Later on, during dinner, the captain began picking on the priest. The priest was young and blushed easily and wore a military uniform but with a cross in dark red velvet above the left pocket. His vulnerability made him an easy target of his colleagues’ ridicule. They teased him because he loved the company of girls and spent a lot of time with them. The priest refused to take offense at the joke and let it pass. Then, a lieutenant remarked that he was an atheist, to which, the major replied that all thinking men were atheists. The narrator was asked by the others to go on leave, which was due him. He could visit Rome, Naples, Sicily, Amalfi, Palermo or Capri. The priest offered the narrator a chance to go to Abruzzi and visit his family at Capracotta. Again, several officers cracked jokes at the priest’s expense, but he took them all in his stride.
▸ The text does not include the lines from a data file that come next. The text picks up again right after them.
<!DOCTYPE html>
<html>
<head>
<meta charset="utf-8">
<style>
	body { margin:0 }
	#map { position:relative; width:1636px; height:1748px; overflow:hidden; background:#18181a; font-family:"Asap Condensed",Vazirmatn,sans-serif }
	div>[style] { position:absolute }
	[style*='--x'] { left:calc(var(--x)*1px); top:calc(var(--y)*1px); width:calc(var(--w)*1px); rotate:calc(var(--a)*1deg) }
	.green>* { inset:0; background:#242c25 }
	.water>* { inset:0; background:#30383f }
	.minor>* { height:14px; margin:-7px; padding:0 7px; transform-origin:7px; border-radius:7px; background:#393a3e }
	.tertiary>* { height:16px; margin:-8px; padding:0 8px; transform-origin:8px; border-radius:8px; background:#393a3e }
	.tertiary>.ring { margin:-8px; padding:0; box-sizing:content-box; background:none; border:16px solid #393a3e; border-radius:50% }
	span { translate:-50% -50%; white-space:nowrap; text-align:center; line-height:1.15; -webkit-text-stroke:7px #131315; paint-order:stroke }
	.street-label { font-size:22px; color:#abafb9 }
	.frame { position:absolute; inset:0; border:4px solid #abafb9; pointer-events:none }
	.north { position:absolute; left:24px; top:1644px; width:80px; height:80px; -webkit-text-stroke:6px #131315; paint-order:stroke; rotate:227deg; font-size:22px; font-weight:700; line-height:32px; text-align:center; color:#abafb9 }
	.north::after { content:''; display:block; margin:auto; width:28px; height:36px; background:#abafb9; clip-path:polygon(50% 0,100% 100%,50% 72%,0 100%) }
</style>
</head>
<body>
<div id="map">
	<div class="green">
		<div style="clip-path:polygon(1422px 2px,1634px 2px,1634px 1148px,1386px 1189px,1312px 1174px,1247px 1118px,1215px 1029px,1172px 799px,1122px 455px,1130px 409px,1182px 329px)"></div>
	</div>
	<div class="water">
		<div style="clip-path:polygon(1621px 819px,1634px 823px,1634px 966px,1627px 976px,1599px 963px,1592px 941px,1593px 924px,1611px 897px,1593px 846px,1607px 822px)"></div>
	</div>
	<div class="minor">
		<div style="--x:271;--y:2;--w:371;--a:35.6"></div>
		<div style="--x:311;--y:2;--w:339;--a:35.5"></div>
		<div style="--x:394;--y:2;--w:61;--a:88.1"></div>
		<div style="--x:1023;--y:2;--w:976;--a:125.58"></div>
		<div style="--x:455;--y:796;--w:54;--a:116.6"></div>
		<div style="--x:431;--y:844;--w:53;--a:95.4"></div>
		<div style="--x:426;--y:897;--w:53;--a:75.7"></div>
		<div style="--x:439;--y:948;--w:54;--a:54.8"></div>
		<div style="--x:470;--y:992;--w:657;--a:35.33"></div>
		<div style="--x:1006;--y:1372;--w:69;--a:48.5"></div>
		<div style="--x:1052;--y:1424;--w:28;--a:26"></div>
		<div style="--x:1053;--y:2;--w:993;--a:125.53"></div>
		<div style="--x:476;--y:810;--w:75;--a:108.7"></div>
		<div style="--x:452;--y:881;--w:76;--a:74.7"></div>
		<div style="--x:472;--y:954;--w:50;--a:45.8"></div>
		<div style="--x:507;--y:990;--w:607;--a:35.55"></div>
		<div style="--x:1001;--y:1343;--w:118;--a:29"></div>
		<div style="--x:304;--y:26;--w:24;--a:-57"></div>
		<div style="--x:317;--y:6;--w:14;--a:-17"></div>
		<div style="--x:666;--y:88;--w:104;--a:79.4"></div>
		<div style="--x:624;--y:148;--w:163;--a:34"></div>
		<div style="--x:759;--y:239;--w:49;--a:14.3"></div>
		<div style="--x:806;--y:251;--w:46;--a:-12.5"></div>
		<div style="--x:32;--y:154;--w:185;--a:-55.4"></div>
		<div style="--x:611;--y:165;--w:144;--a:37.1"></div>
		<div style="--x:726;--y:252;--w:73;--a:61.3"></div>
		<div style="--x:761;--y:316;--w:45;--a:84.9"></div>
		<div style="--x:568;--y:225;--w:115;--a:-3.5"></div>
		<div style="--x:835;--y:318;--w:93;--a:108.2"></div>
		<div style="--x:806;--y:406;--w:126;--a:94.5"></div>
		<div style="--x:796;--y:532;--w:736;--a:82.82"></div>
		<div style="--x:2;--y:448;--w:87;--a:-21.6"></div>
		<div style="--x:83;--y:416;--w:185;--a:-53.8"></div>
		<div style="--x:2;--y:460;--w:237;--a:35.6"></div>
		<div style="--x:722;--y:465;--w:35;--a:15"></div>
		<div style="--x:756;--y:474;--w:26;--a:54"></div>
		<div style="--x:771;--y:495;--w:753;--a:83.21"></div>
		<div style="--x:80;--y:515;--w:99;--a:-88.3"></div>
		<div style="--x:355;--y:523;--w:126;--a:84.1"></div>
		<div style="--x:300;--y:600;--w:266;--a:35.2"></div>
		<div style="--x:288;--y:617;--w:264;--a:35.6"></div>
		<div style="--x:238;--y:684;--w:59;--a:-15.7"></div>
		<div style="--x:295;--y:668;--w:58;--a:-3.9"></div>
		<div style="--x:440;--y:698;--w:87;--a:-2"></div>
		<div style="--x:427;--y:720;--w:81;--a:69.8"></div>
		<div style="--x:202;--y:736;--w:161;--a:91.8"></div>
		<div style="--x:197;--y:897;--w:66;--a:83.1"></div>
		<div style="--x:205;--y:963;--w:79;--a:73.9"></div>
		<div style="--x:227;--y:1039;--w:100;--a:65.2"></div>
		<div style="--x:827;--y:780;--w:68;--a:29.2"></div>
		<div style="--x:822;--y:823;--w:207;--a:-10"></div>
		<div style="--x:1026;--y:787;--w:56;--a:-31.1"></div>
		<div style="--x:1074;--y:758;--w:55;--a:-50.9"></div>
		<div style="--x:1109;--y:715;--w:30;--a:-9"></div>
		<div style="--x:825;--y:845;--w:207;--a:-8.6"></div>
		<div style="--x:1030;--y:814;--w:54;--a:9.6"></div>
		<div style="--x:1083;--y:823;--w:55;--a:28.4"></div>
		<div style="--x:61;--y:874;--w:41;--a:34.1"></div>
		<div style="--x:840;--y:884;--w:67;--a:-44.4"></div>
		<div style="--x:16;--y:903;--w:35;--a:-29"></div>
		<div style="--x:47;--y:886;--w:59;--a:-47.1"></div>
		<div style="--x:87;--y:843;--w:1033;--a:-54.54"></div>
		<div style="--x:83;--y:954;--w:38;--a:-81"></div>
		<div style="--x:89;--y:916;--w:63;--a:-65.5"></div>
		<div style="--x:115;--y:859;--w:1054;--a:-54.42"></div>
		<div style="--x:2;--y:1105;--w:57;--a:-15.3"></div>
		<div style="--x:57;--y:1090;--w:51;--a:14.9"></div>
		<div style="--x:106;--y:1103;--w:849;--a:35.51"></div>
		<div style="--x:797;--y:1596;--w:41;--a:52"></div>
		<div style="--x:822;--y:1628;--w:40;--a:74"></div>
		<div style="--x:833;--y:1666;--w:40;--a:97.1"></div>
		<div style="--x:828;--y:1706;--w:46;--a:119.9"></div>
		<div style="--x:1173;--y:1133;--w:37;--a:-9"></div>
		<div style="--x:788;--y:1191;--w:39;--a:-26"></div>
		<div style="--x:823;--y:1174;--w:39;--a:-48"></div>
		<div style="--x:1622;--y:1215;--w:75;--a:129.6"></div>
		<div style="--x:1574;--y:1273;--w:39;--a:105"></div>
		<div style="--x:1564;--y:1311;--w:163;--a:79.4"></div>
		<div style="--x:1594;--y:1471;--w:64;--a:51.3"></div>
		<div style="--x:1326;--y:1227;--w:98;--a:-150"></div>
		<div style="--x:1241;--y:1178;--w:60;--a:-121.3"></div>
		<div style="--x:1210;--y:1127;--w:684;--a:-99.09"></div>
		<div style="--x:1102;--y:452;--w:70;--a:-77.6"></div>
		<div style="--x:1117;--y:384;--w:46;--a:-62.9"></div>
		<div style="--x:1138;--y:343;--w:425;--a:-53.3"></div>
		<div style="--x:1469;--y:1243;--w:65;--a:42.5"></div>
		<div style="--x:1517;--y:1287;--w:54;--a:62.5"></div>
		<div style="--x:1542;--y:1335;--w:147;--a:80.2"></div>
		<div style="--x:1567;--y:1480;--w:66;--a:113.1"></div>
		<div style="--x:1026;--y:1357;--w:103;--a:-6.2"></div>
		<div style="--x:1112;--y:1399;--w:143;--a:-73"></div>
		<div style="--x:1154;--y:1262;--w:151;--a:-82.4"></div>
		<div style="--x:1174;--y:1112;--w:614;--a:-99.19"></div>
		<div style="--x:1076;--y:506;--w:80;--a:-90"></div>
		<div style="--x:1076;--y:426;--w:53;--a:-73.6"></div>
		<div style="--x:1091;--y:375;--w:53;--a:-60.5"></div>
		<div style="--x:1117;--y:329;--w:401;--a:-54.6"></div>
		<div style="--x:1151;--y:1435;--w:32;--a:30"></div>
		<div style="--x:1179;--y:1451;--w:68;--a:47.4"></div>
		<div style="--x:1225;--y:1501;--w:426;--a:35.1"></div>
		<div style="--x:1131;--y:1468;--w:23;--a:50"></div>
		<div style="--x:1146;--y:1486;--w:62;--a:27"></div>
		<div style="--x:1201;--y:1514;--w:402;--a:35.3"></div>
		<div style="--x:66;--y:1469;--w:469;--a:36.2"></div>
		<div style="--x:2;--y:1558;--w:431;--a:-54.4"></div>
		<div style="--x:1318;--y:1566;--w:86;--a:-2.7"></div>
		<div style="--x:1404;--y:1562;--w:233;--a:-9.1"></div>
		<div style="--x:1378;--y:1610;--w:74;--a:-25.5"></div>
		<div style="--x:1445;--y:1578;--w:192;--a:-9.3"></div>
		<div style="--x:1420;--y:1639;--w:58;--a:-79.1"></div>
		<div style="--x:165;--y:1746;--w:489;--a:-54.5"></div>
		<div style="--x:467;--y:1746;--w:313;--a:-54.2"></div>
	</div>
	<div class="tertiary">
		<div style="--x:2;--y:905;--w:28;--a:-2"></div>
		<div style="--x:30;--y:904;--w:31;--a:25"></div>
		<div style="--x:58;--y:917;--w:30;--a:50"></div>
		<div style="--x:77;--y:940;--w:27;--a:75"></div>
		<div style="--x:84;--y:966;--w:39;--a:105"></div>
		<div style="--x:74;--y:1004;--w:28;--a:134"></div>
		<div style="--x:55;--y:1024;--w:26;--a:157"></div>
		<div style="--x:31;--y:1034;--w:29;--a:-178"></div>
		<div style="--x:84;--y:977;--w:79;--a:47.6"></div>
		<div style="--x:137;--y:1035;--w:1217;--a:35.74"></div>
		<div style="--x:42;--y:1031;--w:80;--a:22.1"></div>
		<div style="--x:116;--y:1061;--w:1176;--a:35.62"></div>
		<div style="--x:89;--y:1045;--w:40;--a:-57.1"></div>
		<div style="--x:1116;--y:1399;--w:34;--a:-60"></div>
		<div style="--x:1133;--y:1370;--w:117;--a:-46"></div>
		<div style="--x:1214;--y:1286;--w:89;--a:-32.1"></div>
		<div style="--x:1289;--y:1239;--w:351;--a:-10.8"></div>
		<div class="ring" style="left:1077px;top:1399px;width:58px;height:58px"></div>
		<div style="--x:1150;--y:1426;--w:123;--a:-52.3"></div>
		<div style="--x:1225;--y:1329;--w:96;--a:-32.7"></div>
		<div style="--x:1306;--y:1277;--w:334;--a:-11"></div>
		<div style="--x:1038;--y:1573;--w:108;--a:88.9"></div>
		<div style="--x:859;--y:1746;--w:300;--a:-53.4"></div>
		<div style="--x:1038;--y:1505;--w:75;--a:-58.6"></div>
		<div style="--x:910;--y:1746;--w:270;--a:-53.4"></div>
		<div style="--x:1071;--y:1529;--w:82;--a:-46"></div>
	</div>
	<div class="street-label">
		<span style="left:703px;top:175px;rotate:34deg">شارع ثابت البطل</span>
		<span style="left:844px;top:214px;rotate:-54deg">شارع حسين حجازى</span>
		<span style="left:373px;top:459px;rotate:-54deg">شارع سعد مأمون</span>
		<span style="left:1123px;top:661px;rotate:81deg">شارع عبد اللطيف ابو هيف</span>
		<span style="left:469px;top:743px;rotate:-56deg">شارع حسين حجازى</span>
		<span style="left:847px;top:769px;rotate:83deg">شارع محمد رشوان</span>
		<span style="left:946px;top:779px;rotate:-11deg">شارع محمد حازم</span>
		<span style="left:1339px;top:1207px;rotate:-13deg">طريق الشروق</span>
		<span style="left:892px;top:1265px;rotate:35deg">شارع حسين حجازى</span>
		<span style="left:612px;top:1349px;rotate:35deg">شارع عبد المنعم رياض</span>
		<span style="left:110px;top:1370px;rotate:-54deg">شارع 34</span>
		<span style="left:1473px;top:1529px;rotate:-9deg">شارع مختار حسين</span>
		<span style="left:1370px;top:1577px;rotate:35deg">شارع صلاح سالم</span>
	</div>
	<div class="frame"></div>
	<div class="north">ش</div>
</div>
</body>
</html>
Even in this chapter, no clues are given about the identity of the people involved in the war. It is hinted that one group is Austrian with Franz Joseph as its king and with the Italians as its enemies. Since he is given the liberty to vis Free Freealian cities during his leave, we assume the narrator fights on the Italian side. In this chapter, Hemingway throws light on the routine life of the officers. They drink and eat well, visit brothels, and crack good-humored jokes at the priest. Their jokes are often bawdy and vulgar. The priest strikes us as a cheerful, friendly person, (he offers the narrator the chance to visit his family) god-fearing, and good-hearted. The narrator, we gather, is due for some leave and as fighting ceases due to snow, he intends to go on a vacation.